Transcribe the listing verbatim, please, with images dropped.

────

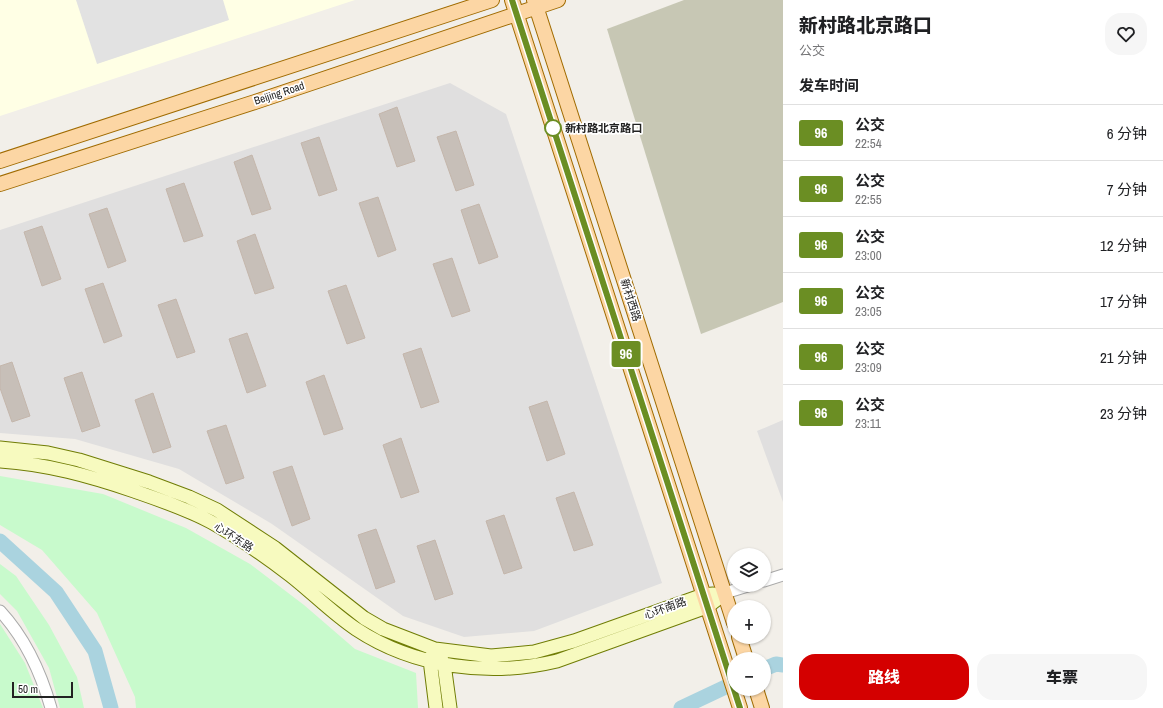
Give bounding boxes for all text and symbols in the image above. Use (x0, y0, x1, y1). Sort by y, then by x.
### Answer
text: 新村路北京路口 (799, 12, 932, 38)
button: heart (1105, 13, 1147, 55)
text: 公交 (799, 42, 825, 59)
text: 发车时间 (799, 75, 859, 96)
street label: Beijing Road (252, 78, 306, 108)
text: 公交 (855, 114, 885, 135)
marker: 新村路北京路口 (544, 119, 562, 137)
place label: 新村路北京路口 (565, 121, 642, 135)
text: 6 分钟 (1107, 123, 1147, 144)
text: 96 (815, 124, 827, 142)
text: 22:54 (855, 135, 882, 152)
text: 公交 (855, 170, 885, 191)
text: 7 分钟 (1107, 179, 1147, 200)
text: 96 (815, 180, 827, 198)
text: 22:55 (855, 191, 882, 208)
text: 公交 (855, 226, 885, 247)
text: 12 分钟 (1100, 235, 1147, 256)
text: 96 (815, 236, 827, 254)
text: 23:00 (855, 247, 882, 264)
street label: 新村西路 (618, 277, 644, 323)
text: 公交 (855, 282, 885, 303)
text: 17 分钟 (1100, 291, 1147, 312)
text: 96 (815, 292, 827, 310)
text: 23:05 (855, 303, 882, 320)
text: 公交 (855, 338, 885, 359)
line badge: 96 (608, 341, 644, 367)
text: 96 (620, 345, 632, 363)
text: 21 分钟 (1100, 347, 1147, 368)
text: 96 (815, 348, 827, 366)
text: 23:09 (855, 359, 882, 376)
text: 公交 (855, 394, 885, 415)
text: 23 分钟 (1100, 403, 1147, 424)
text: 96 (815, 404, 827, 422)
text: 23:11 (855, 415, 881, 432)
street label: 心环东路 (212, 519, 256, 555)
map controls (727, 548, 771, 696)
button: layers (727, 548, 771, 592)
street label: 心环南路 (642, 594, 688, 622)
button: + (727, 600, 771, 644)
button: − (727, 652, 771, 696)
button: 路线 (799, 654, 969, 700)
button: 车票 (977, 654, 1147, 700)
scale bar (12, 680, 73, 699)
text: 50 m (18, 682, 38, 696)

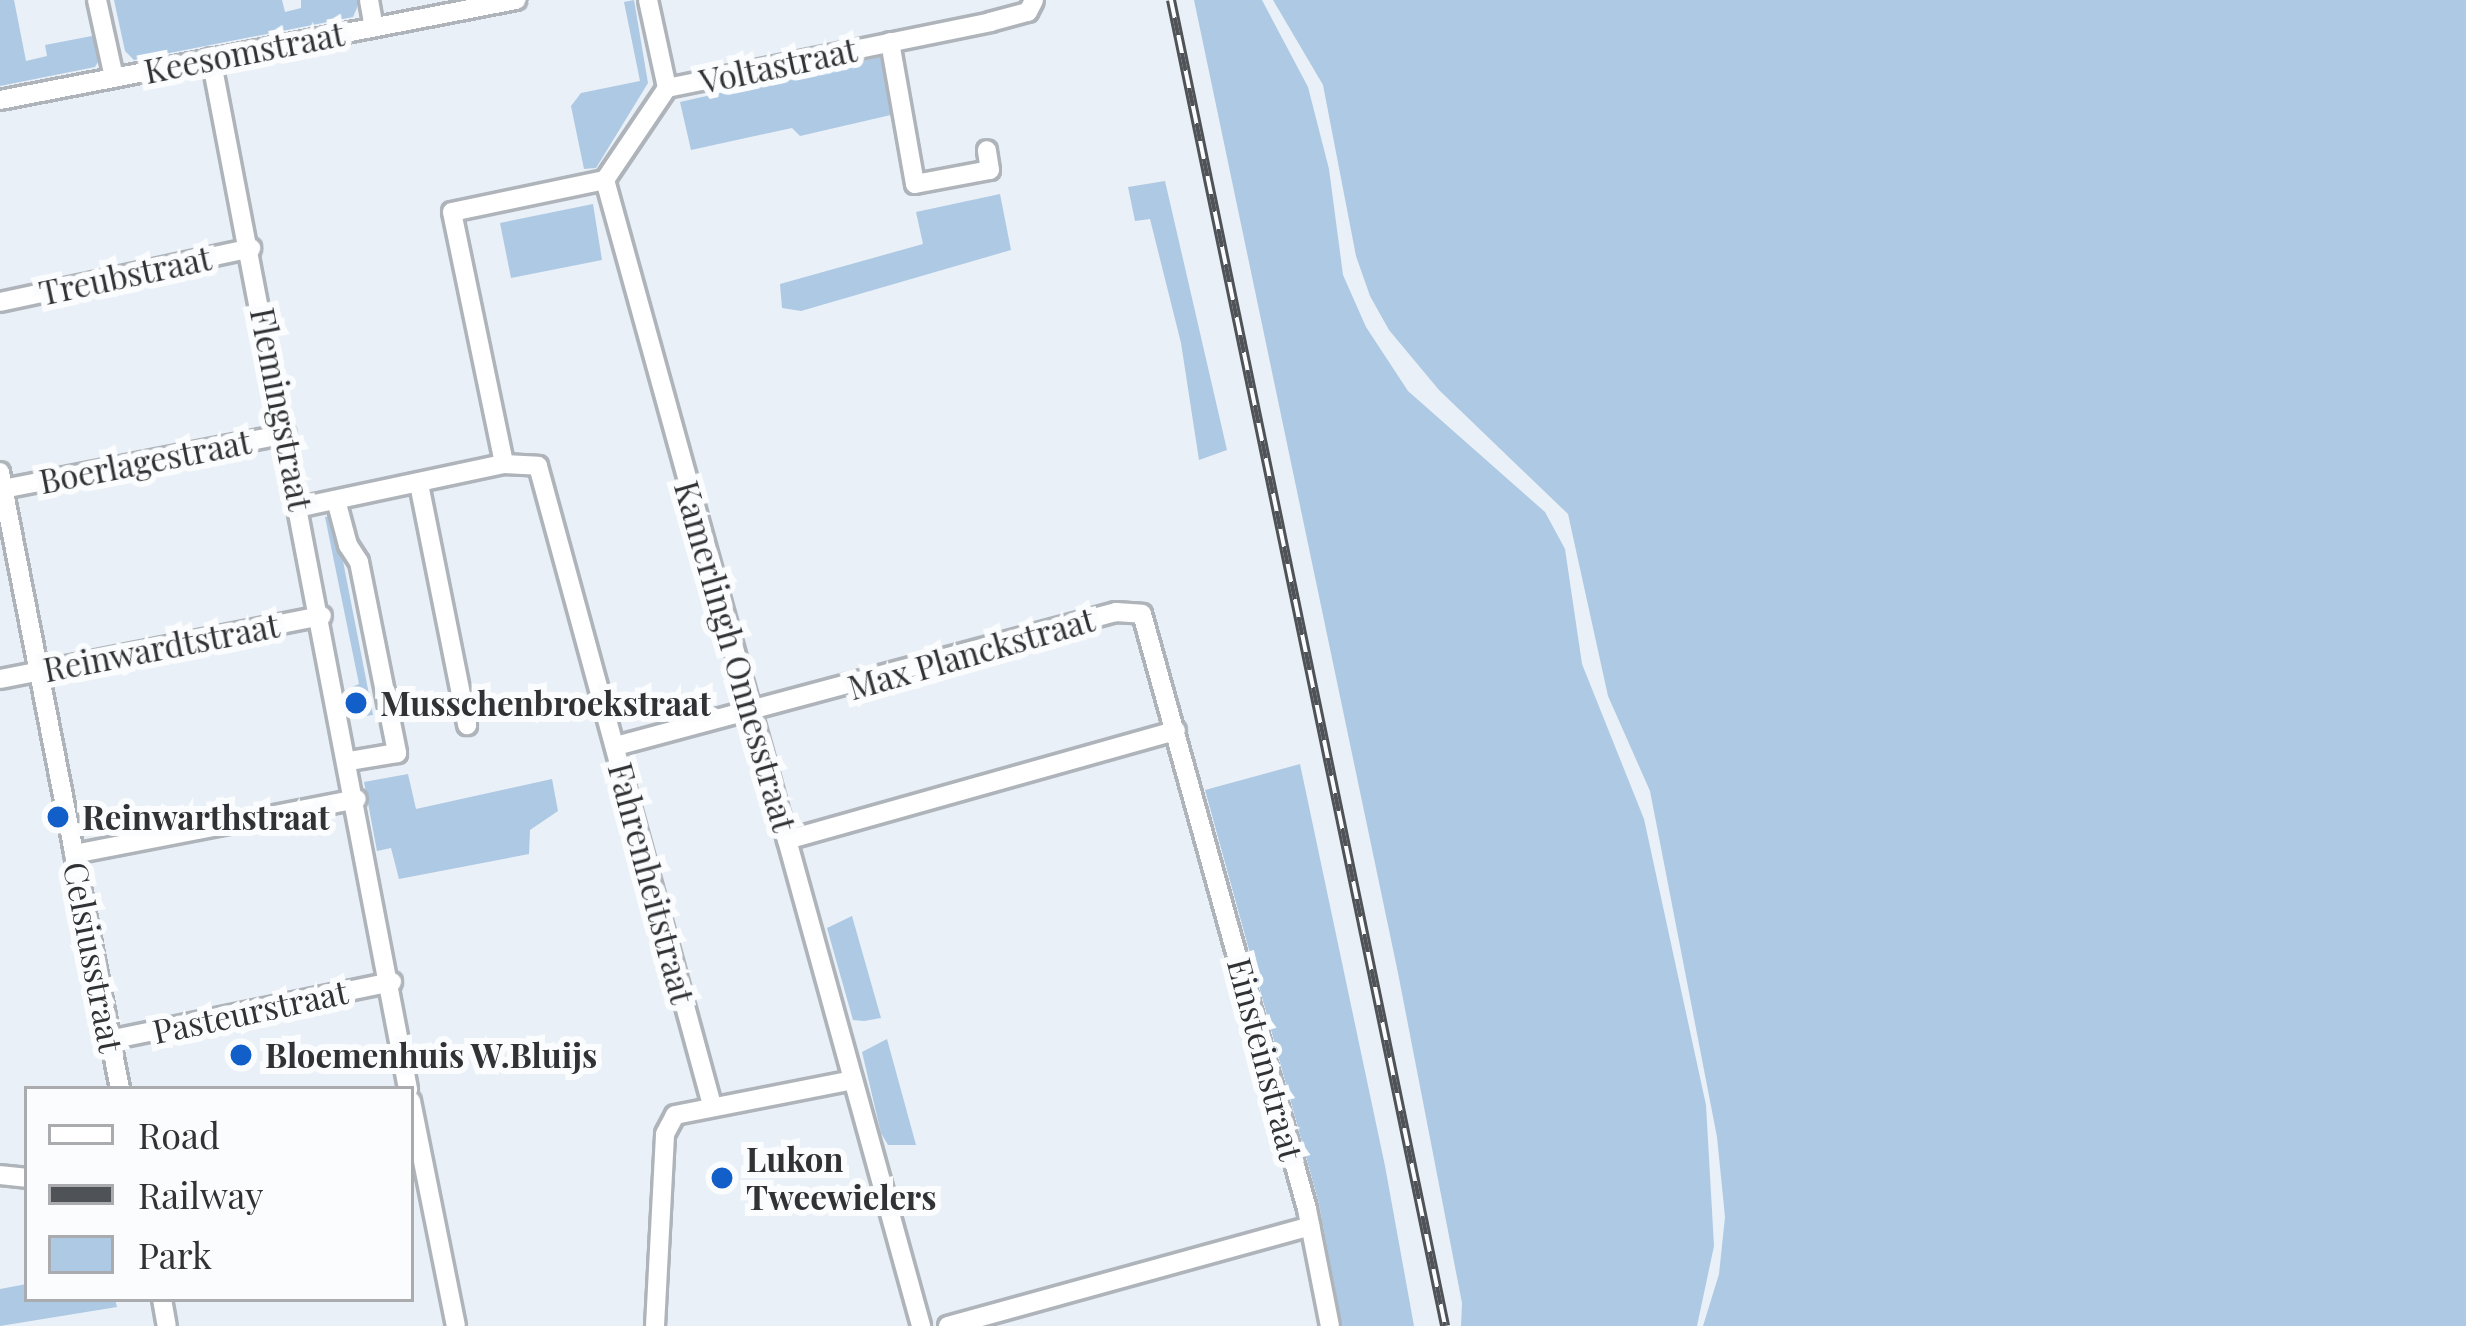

────

▶ **SOLUTION TO THIS EXERCISE**
Give bounding boxes for all text and symbols in the image above. Use (x0, y0, x1, y1). Sort by y, then by x.
### Answer
text: 新村路北京路口 (799, 12, 932, 38)
button: heart (1105, 13, 1147, 55)
text: 公交 (799, 42, 825, 59)
text: 发车时间 (799, 75, 859, 96)
street label: Beijing Road (252, 78, 306, 108)
text: 公交 (855, 114, 885, 135)
marker: 新村路北京路口 (544, 119, 562, 137)
place label: 新村路北京路口 (565, 121, 642, 135)
text: 6 分钟 (1107, 123, 1147, 144)
text: 96 (815, 124, 827, 142)
text: 22:54 (855, 135, 882, 152)
text: 公交 (855, 170, 885, 191)
text: 7 分钟 (1107, 179, 1147, 200)
text: 96 (815, 180, 827, 198)
text: 22:55 (855, 191, 882, 208)
text: 公交 (855, 226, 885, 247)
text: 12 分钟 (1100, 235, 1147, 256)
text: 96 (815, 236, 827, 254)
text: 23:00 (855, 247, 882, 264)
street label: 新村西路 (618, 277, 644, 323)
text: 公交 (855, 282, 885, 303)
text: 17 分钟 (1100, 291, 1147, 312)
text: 96 (815, 292, 827, 310)
text: 23:05 (855, 303, 882, 320)
text: 公交 (855, 338, 885, 359)
line badge: 96 (608, 341, 644, 367)
text: 96 (620, 345, 632, 363)
text: 21 分钟 (1100, 347, 1147, 368)
text: 96 (815, 348, 827, 366)
text: 23:09 (855, 359, 882, 376)
text: 公交 (855, 394, 885, 415)
text: 23 分钟 (1100, 403, 1147, 424)
text: 96 (815, 404, 827, 422)
text: 23:11 (855, 415, 881, 432)
street label: 心环东路 (212, 519, 256, 555)
map controls (727, 548, 771, 696)
button: layers (727, 548, 771, 592)
street label: 心环南路 (642, 594, 688, 622)
button: + (727, 600, 771, 644)
button: − (727, 652, 771, 696)
button: 路线 (799, 654, 969, 700)
button: 车票 (977, 654, 1147, 700)
scale bar (12, 680, 73, 699)
text: 50 m (18, 682, 38, 696)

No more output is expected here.